There were an estimated 33,276 contracts traded on Monday, which compares with Friday when 25,010 contracts traded. Spreading accounted for 17,510 of the contracts traded.
SOYBEAN futures at the Chicago Board of Trade extended their losses from last week, trading below key chart levels on Monday.
Speculators have moved from a small net long to a net short position in soybeans, according to the latest Commitments of Traders report, and were thought to be adding to those bearish bets.
Recent rainfall in Brazil also weighed on prices, as the moisture will help developing crops there. However, forecasts call for a return to hot and dry conditions over the next week.
Meanwhile, some long-range outlooks are calling for fading El Nino conditions over the next few months which would point to good planting weather for the United States this upcoming spring.
Weekly U.S. soybean export inspections came in at about 675,000 tonnes, which was about half of what moved the same week a year ago. U.S. soybean exports are running well behind the year ago pace, with 23.95 million tonnes exported to date down by 6.3 million tonnes on the year.
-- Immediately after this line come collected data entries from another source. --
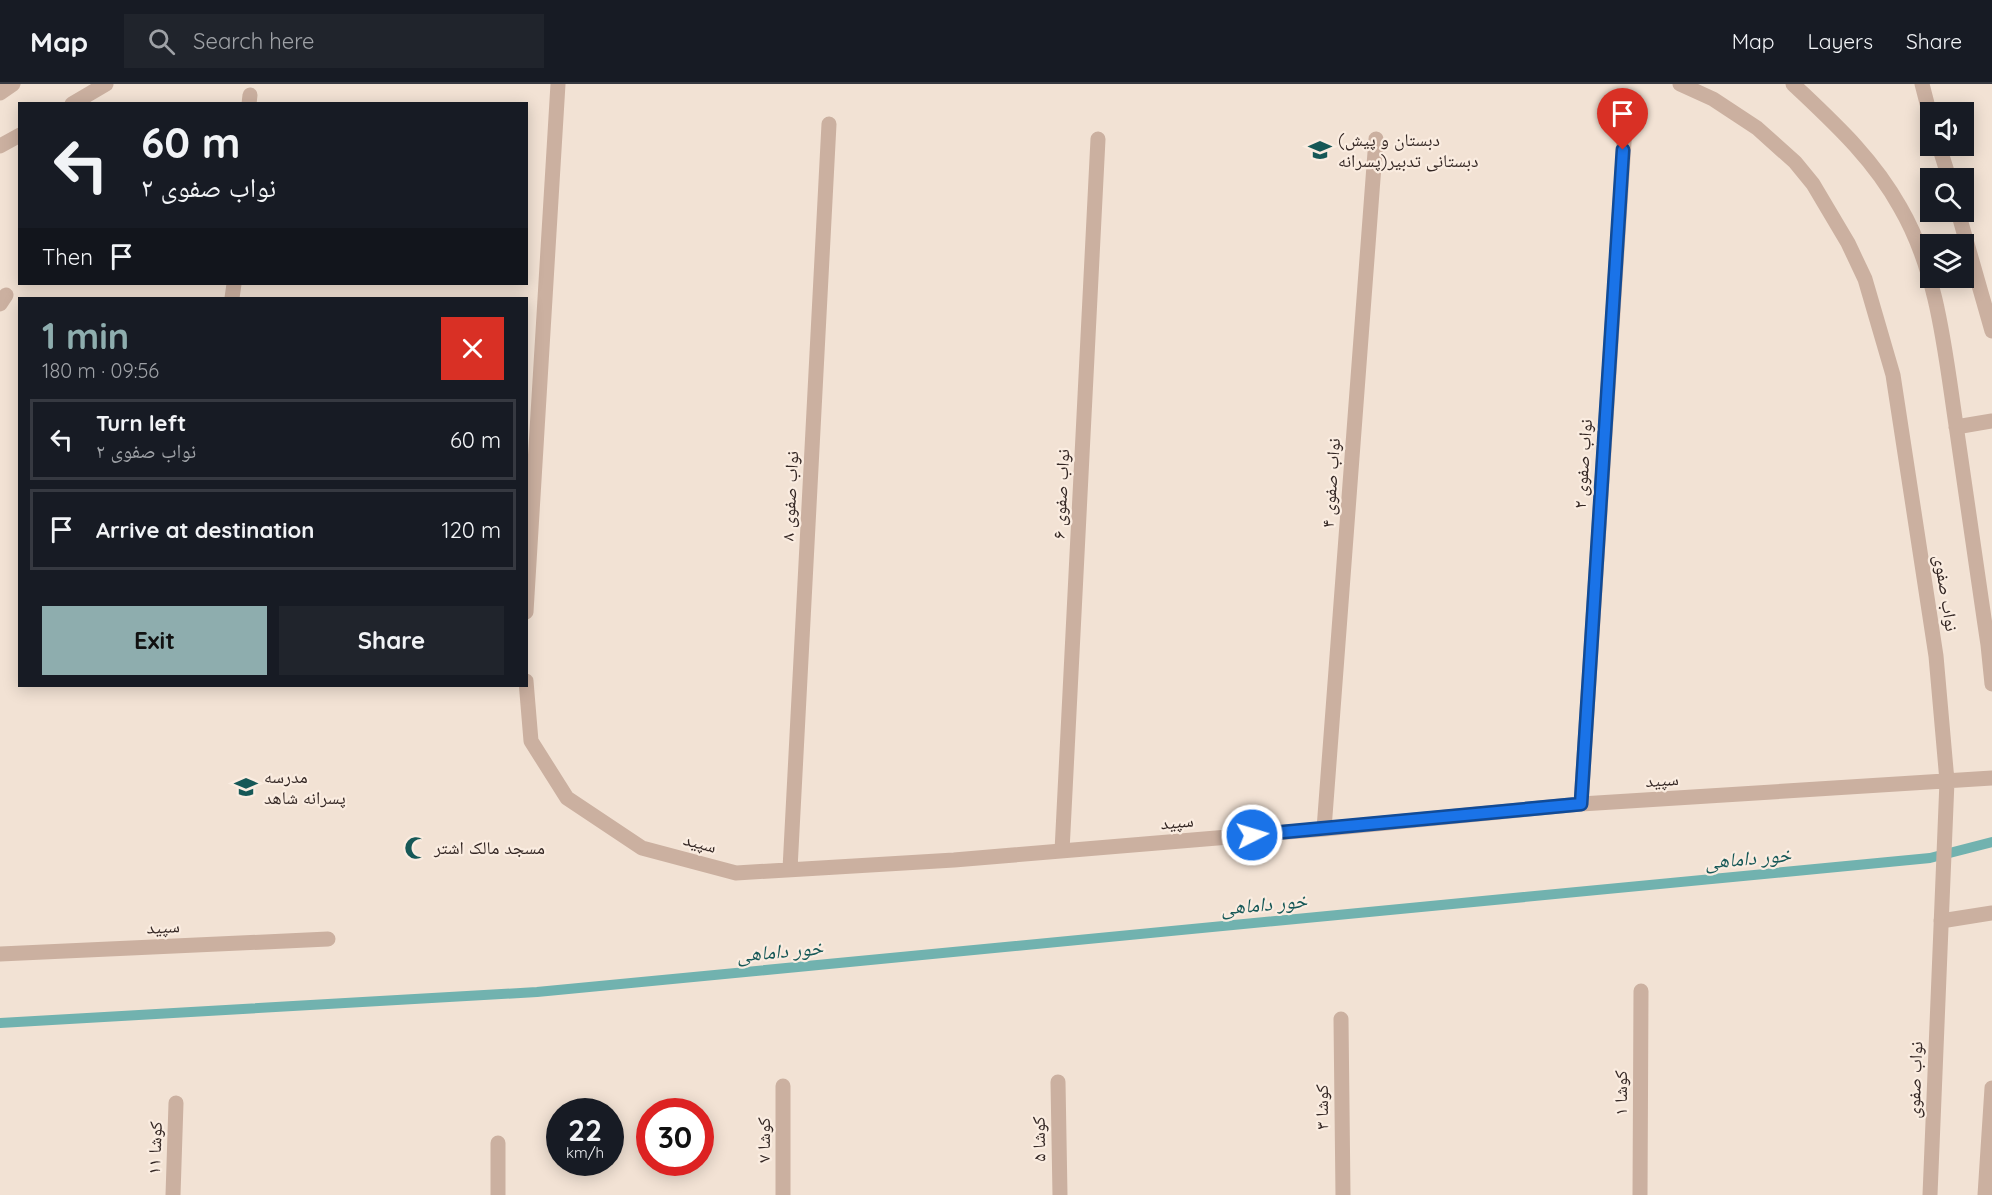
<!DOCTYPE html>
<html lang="en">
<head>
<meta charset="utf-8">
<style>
	body { margin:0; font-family:Quicksand,"Noto Naskh Arabic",sans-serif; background:#20242c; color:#f1f3f6; height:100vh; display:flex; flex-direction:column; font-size:22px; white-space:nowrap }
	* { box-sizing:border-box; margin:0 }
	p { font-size:20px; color:#9ea1a6 }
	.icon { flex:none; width:33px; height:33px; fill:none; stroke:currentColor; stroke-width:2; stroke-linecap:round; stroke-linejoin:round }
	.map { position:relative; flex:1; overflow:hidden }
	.panel { position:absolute; left:18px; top:213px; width:510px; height:390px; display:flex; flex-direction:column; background:#171b24; border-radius:0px; box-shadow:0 3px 15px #0003 }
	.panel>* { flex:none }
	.hud { position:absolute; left:18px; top:18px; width:510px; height:183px; border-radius:0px; box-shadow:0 3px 15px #0003; background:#171b24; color:#f1f3f6; overflow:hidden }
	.fabs { position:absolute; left:1920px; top:18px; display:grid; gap:12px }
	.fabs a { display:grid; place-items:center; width:54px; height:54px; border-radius:0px; background:#171b24; box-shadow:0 3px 15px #0003; font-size:30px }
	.speed { position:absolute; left:546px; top:1014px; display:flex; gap:12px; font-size:30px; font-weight:700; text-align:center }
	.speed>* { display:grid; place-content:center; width:78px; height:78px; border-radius:50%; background:#171b24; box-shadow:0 3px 15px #0003; line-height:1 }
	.speed small { font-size:15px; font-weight:400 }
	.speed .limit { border:9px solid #d22; background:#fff; color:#111 }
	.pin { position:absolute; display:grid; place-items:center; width:51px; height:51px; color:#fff; margin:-62px -26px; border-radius:50% 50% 50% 0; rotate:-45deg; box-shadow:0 0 6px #0007 }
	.pin .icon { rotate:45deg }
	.me { position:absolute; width:66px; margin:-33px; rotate:85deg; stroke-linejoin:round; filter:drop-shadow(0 0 4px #0008) }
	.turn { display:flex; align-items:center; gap:21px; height:126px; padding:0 24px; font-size:27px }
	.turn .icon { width:78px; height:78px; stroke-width:2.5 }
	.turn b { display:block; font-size:42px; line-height:51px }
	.then { display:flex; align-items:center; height:57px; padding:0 24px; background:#0003; gap:12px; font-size:22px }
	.round { display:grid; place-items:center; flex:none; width:63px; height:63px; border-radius:0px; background:#20242c }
	.summary { display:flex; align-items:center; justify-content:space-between; height:102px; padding:0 24px }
	h1 { font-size:36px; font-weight:700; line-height:45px; color:#8eadae }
	.action { display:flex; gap:12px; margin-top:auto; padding:12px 24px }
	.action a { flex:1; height:69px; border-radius:0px; background:#8eadae; color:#111; font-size:24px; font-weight:700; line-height:69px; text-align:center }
	.action a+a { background:#20242c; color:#f1f3f6 }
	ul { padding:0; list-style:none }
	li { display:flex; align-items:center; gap:18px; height:81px; margin:0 12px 9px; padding:0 12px; border:3px solid #363941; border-radius:0px }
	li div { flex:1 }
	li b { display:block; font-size:22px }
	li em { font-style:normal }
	header { display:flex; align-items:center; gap:36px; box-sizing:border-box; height:84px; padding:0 30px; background:#171b24; border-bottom:2px solid #363941 }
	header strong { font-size:28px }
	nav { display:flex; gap:33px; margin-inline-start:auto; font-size:21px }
	.search { width:420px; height:54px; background:#20242c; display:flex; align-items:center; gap:15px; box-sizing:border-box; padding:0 21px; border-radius:0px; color:#9ea1a6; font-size:22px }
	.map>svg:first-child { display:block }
</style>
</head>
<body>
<header>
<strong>Map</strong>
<div class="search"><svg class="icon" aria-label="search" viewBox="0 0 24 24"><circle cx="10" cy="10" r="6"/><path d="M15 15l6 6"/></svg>Search here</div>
<nav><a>Map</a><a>Layers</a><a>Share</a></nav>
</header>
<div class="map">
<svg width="1992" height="1111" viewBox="0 0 1992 1111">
	<rect width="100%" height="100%" fill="#f2e2d4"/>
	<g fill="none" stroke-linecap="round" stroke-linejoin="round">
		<!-- stream -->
		<path stroke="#71b2af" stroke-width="10" d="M0,939L537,908L1930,774L1992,758"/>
		<!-- minor -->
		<path stroke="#cbb0a0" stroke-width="15" d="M1680,0L1713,15L1757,44L1795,78L1813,100L1848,159L1865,195L1893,291L1936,572L1947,697L1930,1111
			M1793,0C1834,39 1872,73 1900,123C1938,188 1945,268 1956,341C1967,415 1977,488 1988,561L1992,600
			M1922,0L1930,31
			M0,9L13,0
			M72,20L106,0
			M249,20L250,11
			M0,62L20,51
			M1939,62L1949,94
			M1958,128L1992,247
			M232,214L234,200
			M0,220L6,211
			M1956,343L1992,337
			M526,528L558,0
			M526,597L531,657L567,714L642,764L736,789L954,776L1324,745L1581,720L1992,694
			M1581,720L1625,43
			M1324,745L1376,55
			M1062,767L1098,55
			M790,785L829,40
			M1941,837L1992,829
			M0,870L328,855
			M1341,935L1343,1111
			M1058,998L1060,1111
			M173,1111L176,1019
			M498,1111V1059
			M783,1111V1002
			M1640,1111L1641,907
			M1985,1111L1992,1004"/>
	</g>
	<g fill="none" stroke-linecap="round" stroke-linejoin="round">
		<!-- route casing -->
		<g stroke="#114b97" stroke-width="15">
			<path id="route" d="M1252,751L1581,720L1623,66"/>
		</g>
		<!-- route -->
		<use href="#route" stroke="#1a73e8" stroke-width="10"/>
	</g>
	<!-- icons -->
	<defs>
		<g id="school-bare" transform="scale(1.8)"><path d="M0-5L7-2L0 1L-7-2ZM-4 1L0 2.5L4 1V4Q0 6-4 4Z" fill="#165857" stroke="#faece0" stroke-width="2.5" paint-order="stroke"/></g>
		<g id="mosque-bare" transform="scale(1.8)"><path d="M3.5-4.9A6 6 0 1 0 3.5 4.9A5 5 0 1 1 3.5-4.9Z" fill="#165857" stroke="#faece0" stroke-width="2.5" paint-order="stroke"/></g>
	</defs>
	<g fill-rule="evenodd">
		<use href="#school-bare" x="1320" y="66"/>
		<use href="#school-bare" x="246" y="703"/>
		<use href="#mosque-bare" x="416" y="764"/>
	</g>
	<g text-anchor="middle" stroke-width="4.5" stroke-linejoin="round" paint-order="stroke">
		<!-- poi labels -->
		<g font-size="18" fill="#342724" stroke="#faece0" text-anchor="start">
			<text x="1338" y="62">(دبستان و پیش<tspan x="1338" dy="21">دبستانی تدبیر(پسرانه</tspan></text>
			<text x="264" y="699">مدرسه<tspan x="264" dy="21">پسرانه شاهد</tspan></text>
			<text x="434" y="770">مسجد مالک اشتر</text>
		</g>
		<!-- street labels -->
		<g font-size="18" fill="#342724" stroke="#faece0">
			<text transform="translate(1583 380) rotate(-86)" y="6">نواب صفوی ۲</text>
			<text transform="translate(1331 399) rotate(-86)" y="6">نواب صفوی ۴</text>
			<text transform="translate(1061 410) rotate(-87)" y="6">نواب صفوی ۶</text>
			<text transform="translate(790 412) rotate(-87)" y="6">نواب صفوی ۸</text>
			<text transform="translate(1946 509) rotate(81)" y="6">نواب صفوی</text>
			<text transform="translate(1662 696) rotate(-4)" y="6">سپید</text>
			<text transform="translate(1177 738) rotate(-5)" y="6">سپید</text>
			<text transform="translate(700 759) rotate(15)" y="6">سپید</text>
			<text transform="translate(163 843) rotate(-3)" y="6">سپید</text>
			<text transform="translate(1915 996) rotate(-88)" y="6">نواب صفوی</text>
			<text transform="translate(1621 1009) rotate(-90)" y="6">کوشا ۱</text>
			<text transform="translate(1322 1023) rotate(-90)" y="6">کوشا ۳</text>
			<text transform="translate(1039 1055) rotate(-91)" y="6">کوشا ۵</text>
			<text transform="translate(764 1056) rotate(-90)" y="6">کوشا ۷</text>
			<text transform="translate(155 1064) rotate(-88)" y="6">کوشا ۱۱</text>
		</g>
		<!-- water labels -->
		<g font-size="20" font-style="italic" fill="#165857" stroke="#faece0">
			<text transform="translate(1748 774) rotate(-5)" y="7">خور داماهی</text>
			<text transform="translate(1264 820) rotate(-5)" y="7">خور داماهی</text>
			<text transform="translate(780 867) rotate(-5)" y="7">خور داماهی</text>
		</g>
	</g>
</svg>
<div class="fabs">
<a><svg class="icon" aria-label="sound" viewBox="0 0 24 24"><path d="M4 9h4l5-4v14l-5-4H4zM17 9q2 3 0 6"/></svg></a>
<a><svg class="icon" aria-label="search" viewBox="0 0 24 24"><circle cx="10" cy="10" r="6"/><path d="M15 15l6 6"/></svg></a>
<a><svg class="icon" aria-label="layers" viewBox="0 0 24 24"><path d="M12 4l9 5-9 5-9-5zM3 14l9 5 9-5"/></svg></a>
</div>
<div class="speed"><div>22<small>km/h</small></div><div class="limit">30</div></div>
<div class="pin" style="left:1623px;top:66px;background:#d93025"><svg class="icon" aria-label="arrive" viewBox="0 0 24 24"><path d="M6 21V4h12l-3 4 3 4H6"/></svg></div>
<svg class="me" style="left:1252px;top:751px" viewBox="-20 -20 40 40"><circle r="17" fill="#1a73e8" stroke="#fff" stroke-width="3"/><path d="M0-11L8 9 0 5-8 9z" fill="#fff"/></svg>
<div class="hud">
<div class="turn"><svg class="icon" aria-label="left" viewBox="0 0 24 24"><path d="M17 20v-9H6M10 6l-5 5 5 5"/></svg><div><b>60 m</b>نواب صفوی ۲</div></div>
<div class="then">Then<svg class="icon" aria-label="arrive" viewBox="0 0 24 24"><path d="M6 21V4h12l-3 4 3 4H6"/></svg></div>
</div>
<section class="panel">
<div class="summary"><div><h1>1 min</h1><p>180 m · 09:56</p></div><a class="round" style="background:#d93025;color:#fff"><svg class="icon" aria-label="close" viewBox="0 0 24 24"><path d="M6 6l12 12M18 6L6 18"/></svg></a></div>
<ul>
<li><svg class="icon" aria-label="left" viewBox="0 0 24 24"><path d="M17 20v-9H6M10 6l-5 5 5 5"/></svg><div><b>Turn left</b><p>نواب صفوی ۲</p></div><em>60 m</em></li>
<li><svg class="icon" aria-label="arrive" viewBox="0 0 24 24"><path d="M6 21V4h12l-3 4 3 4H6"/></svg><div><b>Arrive at destination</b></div><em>120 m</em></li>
</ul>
<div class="action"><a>Exit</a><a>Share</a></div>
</section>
</div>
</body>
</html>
The U.S. Department of Agriculture releases its monthly supply/demand estimates on Friday, with pre-report positioning a feature. Quarterly stocks data and winter wheat acreage estimates will also be released.
CORN futures were down in sympathy with most everything else, with the losses in crude oil especially bearish for the ethanol-linked grain.
Expectations that Friday’s report will show a large corn carryout contributed to the declines.
Weekly U.S. corn export inspections of about 860,000 tonnes were up on the week and roughly double what moved the same week a year ago.
WHEAT moved lower, with snowfall or rains across much of the U.S. winter wheat growing region behind some of the selling pressure. However, colder temperatures in the forecast could cause some damage.
Weekly U.S. wheat export inspections of just under half a million tonnes brought the year-to-date shipments to 10.1 million tonnes, which compares with 12.1 million tonnes at the same time last year.